2. (Agni répond.) Comme tu le désires, (les Marouts) invités par moi sont arrivés pour (entendre) ton hymne. Honore ces (dieux) terribles, qui viennent écouter de près tes invocations.

3. (Le poëte reprend.) Telle la Nue[1] fécondée par Roudra et percée (par la foudre), vient à nous pour notre bonheur, tels vous venez aussi. Honorée par l’œuvre (sainte), ô Marouts, votre troupe est aussi terrible que l’ours[2], aussi formidable que le taureau.

4. Comme la vache chargée d’un lourd fardeau, ils s’emportent avec violence. Sous leurs efforts ils agitent la montagne lourde et retentissante.

5. (Ô sacrificateur), lève toi ! J’invoque dans mes hymnes la bande illustre, incomparable de ces Marouts, qui grandissent et se répandent tels qu’un troupeau de vaches.

6. Et vous, attelez aux chars vos rouges et brillantes montures. Attachez au joug ces deux coursiers aussi légers que robustes, et qu’ils portent leur charge (précieuse).

7. En ces lieux mêmes a été amené le cheval[3], aux lueurs éblouissantes, aux bruyants éclats. Ô Marouts, ne vous faites pas attendre, et qu’il emporte vos chars.

8. Nous invoquons le char des Marouts, qu’entoure l’abondance et sur lequel est montée Rodasî[4], apportant les ondes pour plaire à ces Dieux.

9. J’invoque donc cette forte et adorable famille des Marouts, que l’on voit briller sur ce char.

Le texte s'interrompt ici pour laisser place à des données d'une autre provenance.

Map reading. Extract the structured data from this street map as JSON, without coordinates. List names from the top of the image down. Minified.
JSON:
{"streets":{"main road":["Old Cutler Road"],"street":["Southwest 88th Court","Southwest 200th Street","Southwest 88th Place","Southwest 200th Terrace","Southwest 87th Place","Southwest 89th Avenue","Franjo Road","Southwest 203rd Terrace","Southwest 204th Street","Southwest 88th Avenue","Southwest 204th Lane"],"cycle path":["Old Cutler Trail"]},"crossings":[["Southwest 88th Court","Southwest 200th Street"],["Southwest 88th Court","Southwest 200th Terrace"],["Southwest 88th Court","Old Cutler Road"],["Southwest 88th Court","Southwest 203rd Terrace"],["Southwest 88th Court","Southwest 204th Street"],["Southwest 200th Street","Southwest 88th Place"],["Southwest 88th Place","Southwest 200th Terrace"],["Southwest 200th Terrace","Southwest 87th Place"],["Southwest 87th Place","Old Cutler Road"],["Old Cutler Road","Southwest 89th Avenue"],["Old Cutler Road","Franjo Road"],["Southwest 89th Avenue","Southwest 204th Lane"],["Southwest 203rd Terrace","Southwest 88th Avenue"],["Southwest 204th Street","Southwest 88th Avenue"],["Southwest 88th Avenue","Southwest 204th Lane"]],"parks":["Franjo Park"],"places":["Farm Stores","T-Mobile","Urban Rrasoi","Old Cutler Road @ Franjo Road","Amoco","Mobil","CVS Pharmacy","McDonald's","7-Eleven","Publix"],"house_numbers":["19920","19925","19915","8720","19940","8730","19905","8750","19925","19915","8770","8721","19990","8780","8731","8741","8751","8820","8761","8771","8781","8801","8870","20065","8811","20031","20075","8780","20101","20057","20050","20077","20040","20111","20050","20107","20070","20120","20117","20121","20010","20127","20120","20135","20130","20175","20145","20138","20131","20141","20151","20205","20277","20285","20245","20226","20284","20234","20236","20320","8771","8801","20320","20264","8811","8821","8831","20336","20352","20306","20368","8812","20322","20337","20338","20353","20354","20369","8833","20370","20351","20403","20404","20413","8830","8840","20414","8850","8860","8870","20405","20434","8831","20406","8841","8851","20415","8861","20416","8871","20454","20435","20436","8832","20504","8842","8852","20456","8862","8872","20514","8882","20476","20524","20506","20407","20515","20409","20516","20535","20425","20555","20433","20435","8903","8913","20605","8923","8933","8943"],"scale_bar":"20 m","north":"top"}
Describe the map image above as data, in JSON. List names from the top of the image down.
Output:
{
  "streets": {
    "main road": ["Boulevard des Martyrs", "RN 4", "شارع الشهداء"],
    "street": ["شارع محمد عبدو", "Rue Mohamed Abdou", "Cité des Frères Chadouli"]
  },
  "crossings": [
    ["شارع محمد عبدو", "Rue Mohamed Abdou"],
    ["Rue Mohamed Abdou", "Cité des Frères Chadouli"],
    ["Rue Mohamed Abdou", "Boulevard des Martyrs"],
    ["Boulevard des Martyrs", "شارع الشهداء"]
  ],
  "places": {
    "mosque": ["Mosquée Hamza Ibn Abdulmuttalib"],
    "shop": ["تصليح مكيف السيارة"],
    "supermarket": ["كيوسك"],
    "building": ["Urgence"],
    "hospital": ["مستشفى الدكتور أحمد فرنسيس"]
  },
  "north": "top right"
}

En même temps qu’eux est honorée une noble (déesse), Mîlhouchî[5], féconde et fortunée.


HYMNE XI.
Aux Marouts, par Syâvâswa.
(Mètres : Djagatî et Trichtoubh.)

1. Enfants de Roudra, compagnons d’Indra, venez sur vos chars d’or vous livrer ensemble au plaisir : venez pour notre bonheur. Notre prière vous appelle. Vous nous ouvrez les sources célestes, comme (jadis vous l’avez fait pour Gotama) épuisé de soif[6].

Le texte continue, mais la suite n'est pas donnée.